United States Court of Appeals, District of Columbia Circuit
Jul 29, 2022
45 F.4th 73 (D.C. Cir. 2022)

Opinion

No. 19-3060

07-29-2022

UNITED STATES of America, Appellee v. Rodney DAVIS, Appellant

Robin M. Earnest, appointed by the court, argued the cause and filed the briefs for appellant. Michael E. McGovern, Assistant U.S. Attorney, argued the cause for appellee. With him on the brief were Chrisellen R. Kolb and John P. Mannarino, Assistant U.S. Attorneys.


Robin M. Earnest, appointed by the court, argued the cause and filed the briefs for appellant.

Michael E. McGovern, Assistant U.S. Attorney, argued the cause for appellee.
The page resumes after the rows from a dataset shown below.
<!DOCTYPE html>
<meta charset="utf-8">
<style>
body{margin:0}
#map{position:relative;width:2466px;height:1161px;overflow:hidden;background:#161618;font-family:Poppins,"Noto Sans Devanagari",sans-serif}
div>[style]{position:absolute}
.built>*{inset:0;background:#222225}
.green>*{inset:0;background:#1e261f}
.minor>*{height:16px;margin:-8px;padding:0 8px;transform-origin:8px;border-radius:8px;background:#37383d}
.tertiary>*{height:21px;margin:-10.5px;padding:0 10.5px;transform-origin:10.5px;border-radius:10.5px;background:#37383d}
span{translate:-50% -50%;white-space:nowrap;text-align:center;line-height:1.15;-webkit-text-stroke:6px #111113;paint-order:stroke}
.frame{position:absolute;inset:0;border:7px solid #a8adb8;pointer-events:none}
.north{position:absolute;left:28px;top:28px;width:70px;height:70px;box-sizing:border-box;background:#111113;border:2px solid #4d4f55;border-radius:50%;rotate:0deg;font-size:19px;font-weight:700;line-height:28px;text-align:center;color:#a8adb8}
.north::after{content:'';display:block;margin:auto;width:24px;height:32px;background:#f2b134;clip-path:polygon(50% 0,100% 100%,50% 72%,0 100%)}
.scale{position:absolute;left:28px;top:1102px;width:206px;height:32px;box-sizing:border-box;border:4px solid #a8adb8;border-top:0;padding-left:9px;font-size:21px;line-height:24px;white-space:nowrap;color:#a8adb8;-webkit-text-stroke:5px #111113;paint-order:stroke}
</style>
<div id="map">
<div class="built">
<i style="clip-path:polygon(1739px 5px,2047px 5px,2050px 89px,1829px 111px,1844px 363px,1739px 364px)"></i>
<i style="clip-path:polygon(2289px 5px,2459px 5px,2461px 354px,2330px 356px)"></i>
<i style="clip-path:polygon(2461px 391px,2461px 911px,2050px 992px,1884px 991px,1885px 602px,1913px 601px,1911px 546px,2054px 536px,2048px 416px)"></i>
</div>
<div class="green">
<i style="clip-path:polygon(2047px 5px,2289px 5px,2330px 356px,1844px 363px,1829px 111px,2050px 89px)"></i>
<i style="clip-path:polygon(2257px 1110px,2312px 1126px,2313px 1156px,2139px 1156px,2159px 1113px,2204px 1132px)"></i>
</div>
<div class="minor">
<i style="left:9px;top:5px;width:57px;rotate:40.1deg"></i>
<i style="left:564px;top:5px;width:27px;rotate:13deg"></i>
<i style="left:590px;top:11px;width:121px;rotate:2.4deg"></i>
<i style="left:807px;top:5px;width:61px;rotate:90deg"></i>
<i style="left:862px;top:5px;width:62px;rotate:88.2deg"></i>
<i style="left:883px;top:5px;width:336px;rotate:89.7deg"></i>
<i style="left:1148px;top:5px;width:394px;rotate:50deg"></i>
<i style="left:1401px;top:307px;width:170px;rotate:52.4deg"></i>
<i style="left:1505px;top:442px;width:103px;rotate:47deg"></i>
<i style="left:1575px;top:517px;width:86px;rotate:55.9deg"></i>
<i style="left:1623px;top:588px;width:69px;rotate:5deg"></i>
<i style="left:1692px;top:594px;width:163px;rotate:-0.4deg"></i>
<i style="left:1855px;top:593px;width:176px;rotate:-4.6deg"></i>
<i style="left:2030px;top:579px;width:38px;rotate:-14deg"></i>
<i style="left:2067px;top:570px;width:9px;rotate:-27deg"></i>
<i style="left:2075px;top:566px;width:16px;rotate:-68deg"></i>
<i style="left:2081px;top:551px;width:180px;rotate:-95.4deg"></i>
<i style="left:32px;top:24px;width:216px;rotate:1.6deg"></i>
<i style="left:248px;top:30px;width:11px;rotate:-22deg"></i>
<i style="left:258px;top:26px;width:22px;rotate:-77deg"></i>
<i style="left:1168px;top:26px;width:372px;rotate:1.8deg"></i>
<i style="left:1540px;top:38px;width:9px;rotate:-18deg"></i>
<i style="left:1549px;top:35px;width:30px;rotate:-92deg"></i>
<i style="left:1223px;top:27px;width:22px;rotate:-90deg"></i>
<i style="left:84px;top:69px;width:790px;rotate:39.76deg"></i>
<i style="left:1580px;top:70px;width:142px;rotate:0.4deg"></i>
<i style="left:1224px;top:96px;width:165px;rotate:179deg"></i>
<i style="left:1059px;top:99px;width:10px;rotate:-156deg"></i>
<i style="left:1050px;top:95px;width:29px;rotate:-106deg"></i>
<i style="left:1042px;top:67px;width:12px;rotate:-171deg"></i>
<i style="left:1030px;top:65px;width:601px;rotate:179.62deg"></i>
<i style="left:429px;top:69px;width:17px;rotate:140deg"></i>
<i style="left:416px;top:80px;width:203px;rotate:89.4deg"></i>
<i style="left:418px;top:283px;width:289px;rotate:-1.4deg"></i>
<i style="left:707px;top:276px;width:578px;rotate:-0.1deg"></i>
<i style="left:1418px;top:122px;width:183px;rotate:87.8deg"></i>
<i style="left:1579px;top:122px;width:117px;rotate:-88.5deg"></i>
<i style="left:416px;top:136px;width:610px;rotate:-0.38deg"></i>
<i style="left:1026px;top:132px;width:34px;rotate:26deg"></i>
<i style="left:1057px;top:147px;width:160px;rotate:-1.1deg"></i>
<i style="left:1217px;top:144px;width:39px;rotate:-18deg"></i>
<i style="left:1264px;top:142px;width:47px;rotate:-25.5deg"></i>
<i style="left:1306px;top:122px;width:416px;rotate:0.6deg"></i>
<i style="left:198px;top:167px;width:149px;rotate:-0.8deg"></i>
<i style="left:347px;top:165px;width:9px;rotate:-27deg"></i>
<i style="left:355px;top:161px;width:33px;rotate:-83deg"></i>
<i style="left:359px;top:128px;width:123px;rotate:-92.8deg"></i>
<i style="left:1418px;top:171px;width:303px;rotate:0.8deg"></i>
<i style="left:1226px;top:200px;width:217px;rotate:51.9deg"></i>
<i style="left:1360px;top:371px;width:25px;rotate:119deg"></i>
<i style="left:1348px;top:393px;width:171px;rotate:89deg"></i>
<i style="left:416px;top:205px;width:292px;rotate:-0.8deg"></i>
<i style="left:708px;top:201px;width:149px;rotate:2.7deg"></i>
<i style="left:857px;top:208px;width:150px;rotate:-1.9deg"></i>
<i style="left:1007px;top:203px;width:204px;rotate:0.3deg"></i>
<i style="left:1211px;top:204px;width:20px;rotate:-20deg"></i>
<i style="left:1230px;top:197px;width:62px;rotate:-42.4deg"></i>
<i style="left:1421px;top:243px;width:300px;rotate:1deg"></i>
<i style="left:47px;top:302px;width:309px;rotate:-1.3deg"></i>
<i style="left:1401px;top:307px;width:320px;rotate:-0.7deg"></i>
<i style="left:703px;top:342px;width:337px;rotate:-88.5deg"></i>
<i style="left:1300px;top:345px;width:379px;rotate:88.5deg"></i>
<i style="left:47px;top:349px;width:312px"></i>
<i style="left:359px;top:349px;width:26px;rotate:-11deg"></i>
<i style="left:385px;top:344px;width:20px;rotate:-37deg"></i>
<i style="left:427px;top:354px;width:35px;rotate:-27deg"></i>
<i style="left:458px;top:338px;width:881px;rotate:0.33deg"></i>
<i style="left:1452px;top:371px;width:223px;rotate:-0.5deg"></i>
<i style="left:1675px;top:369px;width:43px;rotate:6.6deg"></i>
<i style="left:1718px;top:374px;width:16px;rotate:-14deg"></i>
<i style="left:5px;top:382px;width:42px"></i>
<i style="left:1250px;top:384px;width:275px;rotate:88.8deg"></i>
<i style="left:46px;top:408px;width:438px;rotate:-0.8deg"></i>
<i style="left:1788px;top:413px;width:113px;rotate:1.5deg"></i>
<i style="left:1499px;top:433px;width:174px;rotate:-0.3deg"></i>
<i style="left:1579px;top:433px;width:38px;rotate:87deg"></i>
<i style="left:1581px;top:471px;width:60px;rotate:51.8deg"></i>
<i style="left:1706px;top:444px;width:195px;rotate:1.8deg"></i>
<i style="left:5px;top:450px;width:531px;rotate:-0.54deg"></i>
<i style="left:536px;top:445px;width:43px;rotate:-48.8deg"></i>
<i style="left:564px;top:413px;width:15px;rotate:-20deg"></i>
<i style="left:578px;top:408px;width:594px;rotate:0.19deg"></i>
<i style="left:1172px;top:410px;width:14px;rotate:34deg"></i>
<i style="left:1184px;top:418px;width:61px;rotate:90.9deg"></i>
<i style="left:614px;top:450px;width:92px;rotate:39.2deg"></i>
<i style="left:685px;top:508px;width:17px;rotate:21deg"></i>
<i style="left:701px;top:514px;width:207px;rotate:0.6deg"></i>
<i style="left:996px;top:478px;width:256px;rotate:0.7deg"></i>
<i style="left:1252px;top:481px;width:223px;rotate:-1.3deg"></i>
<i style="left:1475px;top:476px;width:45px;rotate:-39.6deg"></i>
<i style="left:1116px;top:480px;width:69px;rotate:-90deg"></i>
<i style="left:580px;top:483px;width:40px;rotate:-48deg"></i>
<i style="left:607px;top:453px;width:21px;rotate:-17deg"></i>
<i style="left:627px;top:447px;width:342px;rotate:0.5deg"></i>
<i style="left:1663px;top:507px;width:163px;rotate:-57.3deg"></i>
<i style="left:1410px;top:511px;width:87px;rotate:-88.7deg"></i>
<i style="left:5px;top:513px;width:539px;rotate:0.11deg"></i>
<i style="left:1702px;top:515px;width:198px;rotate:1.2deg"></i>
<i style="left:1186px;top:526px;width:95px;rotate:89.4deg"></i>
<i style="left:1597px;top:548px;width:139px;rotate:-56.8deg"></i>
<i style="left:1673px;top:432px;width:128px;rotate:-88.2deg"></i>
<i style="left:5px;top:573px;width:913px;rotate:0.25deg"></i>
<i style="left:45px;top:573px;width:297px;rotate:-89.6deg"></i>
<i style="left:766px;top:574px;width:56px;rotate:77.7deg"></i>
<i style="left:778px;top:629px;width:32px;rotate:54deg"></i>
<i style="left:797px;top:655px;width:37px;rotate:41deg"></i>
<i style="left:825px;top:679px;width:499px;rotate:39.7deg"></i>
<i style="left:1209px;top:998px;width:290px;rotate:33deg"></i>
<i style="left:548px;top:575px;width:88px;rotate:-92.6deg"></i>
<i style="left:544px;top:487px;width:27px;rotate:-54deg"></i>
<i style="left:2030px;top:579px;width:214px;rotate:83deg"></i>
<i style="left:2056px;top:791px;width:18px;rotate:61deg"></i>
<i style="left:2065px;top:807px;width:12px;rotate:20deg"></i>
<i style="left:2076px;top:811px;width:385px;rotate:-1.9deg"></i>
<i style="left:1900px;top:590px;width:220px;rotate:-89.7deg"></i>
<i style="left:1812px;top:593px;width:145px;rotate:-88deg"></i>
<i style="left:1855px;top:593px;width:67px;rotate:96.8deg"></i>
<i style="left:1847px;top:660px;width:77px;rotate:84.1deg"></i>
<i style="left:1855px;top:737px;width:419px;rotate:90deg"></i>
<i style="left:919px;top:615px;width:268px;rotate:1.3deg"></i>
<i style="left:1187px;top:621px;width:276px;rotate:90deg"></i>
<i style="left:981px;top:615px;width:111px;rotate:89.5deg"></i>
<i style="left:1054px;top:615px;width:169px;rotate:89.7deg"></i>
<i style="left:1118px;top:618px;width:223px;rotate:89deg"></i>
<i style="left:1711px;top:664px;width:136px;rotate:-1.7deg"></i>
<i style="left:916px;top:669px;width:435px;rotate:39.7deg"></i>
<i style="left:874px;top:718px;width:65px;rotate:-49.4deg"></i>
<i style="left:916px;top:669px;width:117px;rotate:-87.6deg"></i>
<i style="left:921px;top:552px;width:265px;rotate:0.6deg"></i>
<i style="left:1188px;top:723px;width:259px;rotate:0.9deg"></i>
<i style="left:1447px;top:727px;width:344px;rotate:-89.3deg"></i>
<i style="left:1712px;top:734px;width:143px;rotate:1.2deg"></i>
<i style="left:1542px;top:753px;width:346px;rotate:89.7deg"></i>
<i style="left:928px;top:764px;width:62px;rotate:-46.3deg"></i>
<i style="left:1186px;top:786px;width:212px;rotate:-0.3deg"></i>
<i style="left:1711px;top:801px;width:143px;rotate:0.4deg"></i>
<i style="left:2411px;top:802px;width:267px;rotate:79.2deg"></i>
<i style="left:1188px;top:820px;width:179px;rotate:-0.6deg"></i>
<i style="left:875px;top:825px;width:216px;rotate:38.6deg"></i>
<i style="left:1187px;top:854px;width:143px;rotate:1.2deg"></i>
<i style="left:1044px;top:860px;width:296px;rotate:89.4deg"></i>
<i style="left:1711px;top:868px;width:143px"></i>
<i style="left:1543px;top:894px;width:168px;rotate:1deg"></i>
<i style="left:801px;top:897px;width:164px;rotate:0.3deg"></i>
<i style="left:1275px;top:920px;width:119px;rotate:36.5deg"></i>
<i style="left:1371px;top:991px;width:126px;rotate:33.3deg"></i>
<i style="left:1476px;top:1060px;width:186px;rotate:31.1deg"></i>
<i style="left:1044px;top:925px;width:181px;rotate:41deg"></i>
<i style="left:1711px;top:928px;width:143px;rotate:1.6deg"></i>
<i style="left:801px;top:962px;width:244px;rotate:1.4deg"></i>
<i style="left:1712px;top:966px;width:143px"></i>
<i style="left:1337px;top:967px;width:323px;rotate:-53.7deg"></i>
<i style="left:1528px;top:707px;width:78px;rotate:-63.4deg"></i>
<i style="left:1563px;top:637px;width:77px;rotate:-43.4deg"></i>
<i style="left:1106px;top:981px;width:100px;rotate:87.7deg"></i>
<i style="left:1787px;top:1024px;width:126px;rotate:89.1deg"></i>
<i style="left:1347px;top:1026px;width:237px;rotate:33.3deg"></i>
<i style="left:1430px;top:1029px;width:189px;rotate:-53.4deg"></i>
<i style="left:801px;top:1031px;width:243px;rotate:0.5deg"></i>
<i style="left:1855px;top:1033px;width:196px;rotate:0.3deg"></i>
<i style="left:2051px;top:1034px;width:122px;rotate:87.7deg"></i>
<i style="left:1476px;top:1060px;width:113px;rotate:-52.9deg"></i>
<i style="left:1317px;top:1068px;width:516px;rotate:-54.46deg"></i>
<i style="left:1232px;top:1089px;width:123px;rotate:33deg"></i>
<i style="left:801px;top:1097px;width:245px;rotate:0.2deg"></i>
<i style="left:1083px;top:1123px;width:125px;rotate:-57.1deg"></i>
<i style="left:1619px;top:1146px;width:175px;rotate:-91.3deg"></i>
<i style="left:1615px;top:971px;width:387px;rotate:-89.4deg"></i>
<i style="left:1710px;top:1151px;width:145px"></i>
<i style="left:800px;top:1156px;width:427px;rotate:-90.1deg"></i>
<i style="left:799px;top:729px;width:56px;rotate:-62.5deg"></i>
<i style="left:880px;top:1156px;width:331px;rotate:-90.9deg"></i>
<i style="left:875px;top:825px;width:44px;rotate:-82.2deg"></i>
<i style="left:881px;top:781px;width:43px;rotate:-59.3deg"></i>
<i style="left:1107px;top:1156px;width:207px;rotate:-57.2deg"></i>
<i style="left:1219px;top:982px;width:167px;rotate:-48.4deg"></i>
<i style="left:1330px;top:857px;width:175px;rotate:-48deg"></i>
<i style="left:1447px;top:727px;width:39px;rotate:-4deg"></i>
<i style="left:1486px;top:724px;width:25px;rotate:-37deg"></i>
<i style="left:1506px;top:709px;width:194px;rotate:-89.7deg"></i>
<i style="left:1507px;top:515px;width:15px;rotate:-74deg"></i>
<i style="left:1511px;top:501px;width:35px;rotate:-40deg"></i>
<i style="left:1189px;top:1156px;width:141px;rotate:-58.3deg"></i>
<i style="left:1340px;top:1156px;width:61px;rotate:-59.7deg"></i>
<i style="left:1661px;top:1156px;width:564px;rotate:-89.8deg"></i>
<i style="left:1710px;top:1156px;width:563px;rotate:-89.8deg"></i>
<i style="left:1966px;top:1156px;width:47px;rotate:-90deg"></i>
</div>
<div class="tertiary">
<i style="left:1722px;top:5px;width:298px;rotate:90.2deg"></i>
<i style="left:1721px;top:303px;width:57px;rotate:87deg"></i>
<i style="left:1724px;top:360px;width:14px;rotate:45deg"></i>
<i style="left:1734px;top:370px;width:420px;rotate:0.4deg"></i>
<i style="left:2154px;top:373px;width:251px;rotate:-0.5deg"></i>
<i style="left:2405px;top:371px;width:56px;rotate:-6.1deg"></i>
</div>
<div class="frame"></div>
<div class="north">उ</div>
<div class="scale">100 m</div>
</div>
With him on the brief were Chrisellen R. Kolb and John P. Mannarino, Assistant U.S. Attorneys.

Before: Millett, Rao, and Walker, Circuit Judges.

Rao, Circuit Judge: Rodney Davis pled guilty to traveling across state lines with plans to sexually abuse an eight-year-old child. Davis’ arrest was the result of a successful sting operation in which an officer posed as the father of a fictitious child and communicated with Davis. At sentencing, the district court applied an enhancement because "the victim had not attained the age of twelve years." U.S.S.G. § 2A3.1(b)(2)(A). On appeal, Davis argues that this enhancement cannot apply to fictitious victims and claims that defense counsel rendered constitutionally deficient performance by failing to contest the enhancement's application on that ground. We reject Davis’ ineffective assistance claim as meritless since the enhancement can apply even when the victim is fictitious. We also reject Davis’ remaining sentencing challenges as the right to appeal them was knowingly, intelligently, and voluntarily waived.

I.

In early 2018, Davis connected online with a "father" offering his eight-year-old daughter for illicit sexual activities. Unbeknownst to Davis, the father was really an undercover officer running a sting operation for the Metropolitan Police Department–FBI Child Exploitation Task Force, and the eight-year-old was fictitious. Davis continued to chat online with the officer, coordinating how to sexually abuse the young girl. When the officer revealed the child's age, Davis was "totally cool" and had no qualms. Davis’ primary concern was knowing how to initiate sex acts with the child and whether there were any "ground rules" of what could and could not be done to the eight-year-old during "play time." At various points during conversations with the officer, Davis graphically described fantasies of forcing the child to have oral sex, made plans to penetrate the child vaginally and anally, and suggested that the officer and Davis should "play[ ] with her simultaneously." Davis also expressed excitement and hope that this "good arrangement" would become a recurring engagement with the abusive acts steadily progressing at subsequent meetings.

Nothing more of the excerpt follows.